Of course, McGee wasn’t expecting to start an international community of lizard lovers through her weekly challenge. But after a few months of posting the #FindThatLizard game, she started noticing some growth. After a year, she was getting about 5,000 new followers a week.
McGee says people are drawn to the game for the challenge and “because of ego.” But the people who came for the challenge stayed for the lessons. “They’re like, ‘Oh, it can’t be that hard,’ and then it is, and then they’re like, ‘Let me try another one!’”

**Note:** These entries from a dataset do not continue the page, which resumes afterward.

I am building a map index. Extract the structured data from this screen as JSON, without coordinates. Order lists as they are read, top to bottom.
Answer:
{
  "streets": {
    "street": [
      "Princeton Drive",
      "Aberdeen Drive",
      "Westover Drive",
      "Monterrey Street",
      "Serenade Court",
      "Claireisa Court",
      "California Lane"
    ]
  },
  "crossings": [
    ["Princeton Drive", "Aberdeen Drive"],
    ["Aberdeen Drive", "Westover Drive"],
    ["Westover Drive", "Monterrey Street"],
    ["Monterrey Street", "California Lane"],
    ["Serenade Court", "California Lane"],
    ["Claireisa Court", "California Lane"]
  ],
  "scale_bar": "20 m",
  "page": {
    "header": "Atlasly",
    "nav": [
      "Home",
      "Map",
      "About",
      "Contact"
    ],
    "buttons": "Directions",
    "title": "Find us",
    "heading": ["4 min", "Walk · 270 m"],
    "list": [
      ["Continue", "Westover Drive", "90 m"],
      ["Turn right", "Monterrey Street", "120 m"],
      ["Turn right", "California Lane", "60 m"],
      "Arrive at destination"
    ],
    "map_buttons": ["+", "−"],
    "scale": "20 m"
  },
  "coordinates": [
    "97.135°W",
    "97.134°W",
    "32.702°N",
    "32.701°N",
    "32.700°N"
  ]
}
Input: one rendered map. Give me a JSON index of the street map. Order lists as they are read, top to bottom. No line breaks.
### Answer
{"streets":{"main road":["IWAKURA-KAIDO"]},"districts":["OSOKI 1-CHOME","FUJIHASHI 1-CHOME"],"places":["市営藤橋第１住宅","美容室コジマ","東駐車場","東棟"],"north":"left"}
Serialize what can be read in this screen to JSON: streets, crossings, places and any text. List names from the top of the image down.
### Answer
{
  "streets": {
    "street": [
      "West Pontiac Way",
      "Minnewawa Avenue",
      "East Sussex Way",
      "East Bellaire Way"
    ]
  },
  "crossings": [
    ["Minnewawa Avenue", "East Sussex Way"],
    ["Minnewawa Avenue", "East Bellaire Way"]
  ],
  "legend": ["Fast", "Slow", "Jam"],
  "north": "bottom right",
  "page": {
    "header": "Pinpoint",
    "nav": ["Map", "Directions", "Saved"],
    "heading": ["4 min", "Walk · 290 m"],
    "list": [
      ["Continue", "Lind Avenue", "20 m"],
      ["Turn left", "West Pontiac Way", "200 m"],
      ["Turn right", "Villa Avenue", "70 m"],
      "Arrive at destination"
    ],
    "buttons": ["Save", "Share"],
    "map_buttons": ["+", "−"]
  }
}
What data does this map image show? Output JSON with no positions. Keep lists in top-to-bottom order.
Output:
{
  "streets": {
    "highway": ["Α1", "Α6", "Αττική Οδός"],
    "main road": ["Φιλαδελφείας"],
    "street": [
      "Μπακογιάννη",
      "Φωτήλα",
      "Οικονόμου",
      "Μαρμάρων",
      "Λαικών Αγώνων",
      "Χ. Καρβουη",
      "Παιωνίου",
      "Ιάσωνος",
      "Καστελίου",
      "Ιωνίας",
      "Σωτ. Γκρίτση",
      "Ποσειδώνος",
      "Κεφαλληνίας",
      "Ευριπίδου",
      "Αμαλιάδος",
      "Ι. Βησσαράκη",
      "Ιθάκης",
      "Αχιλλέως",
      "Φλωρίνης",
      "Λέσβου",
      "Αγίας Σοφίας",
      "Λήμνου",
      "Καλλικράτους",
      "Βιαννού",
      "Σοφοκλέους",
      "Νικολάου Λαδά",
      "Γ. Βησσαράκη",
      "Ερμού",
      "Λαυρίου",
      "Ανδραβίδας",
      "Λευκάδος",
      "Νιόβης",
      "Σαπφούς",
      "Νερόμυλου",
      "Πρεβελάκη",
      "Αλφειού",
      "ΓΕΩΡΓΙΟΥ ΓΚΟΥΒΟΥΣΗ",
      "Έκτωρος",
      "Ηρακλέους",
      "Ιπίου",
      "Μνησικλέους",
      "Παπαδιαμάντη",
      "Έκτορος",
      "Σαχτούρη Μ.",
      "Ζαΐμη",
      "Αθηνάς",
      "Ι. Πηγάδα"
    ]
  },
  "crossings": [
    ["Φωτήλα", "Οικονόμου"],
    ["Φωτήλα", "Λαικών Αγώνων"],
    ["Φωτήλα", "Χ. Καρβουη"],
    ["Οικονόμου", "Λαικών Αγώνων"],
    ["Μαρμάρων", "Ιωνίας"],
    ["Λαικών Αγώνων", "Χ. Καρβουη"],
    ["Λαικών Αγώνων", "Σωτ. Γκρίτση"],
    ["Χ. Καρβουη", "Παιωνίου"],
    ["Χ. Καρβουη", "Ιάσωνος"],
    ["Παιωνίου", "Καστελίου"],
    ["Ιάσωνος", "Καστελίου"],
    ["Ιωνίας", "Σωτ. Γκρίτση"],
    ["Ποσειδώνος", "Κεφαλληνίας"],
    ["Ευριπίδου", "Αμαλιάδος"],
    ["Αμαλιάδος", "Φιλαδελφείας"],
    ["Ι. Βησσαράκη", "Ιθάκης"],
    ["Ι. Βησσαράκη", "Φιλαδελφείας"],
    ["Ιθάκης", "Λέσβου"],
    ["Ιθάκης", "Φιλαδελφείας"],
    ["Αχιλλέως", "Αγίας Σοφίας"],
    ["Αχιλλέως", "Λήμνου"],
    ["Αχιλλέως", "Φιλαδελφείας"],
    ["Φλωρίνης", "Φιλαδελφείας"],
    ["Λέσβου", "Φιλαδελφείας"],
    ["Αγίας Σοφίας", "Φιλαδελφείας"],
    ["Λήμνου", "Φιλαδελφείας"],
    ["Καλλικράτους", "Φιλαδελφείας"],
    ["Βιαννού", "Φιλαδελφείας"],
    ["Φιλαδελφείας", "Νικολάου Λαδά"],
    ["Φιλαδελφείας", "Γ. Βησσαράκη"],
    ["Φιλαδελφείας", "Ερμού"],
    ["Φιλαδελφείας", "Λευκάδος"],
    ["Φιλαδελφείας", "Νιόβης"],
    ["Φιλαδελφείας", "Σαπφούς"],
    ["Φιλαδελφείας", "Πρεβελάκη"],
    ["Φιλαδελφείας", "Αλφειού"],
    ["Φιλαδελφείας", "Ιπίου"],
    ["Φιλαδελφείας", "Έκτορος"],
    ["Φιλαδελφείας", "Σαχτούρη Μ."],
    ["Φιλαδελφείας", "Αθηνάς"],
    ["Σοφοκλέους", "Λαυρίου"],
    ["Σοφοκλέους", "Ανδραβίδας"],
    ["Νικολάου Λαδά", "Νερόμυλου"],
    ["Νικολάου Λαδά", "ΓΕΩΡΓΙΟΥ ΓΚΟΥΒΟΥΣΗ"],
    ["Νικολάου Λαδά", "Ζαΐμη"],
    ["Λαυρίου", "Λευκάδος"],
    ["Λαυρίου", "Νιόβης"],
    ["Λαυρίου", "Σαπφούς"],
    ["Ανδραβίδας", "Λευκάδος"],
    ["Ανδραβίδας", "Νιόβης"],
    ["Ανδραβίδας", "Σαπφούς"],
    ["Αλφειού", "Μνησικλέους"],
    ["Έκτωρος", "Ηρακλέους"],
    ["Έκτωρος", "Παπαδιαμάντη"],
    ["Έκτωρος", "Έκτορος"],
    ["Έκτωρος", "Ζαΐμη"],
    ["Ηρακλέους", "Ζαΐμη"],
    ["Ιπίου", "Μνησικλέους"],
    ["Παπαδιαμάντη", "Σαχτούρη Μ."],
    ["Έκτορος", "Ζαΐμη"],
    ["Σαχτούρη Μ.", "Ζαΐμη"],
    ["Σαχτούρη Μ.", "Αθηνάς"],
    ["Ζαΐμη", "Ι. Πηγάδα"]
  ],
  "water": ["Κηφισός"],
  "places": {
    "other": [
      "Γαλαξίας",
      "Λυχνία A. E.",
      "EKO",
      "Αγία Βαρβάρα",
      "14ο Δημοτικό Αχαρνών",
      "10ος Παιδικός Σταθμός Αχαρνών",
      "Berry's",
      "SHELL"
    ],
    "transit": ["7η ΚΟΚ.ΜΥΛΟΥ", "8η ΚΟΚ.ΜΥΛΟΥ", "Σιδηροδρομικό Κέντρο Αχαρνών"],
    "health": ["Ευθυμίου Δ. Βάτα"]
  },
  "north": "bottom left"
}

“The whole point of [the game] is to reach out to people who wouldn’t be interested in this otherwise. If you’re subscribing to Nat Geo, you’re already invested. What we need is to get people who are not invested in these things,” she says.
McGee says she’s received countless messages from people excited to learn about the scaly creatures. At first, McGee was responding to almost every comment to help build the community. “If I wasn’t responding, I was liking, I was retweeting, I was quote tweeting,” she says. McGee’s full-time job now commands most of her attention. But she still posts every Wednesday.
On June 14, for example, followers learned that western fence lizards are abundant in California and that McGee based two of her research papers on them. In mid-May, it was a photo of invasive brown anoles in Florida. Sometimes there are repeats (the lizard species, not the landscape). While most of the photos are from her work in the field, McGee will sometimes post user submissions for some variety.
A couple of years ago, when her reach hit a million with hundreds of thousands of interactions, she stopped checking analytics. Still, it was never about the numbers.
“I’ve had people who have been like, ‘I didn’t even like lizards before, and now I can appreciate their role in the ecosystem,’ or ‘I’m not as afraid of them; I don’t feel the need to kill them anymore,’ and things like that. It is great that we are having fun, but it is also about some kind of changed emotion and, ideally, changed behavior,” McGee says.
Meanwhile, #FindThatLizard is one of social media’s most wholesome clubs, and the lizards keep going viral.
While she keeps posting the weekly challenge, McGee has plans for the future, including hosting a natural history television show and creating a #FindThatLizard coffee table book.
After all, it’s McGee’s time to shine—the lizards already had 200-plus million years.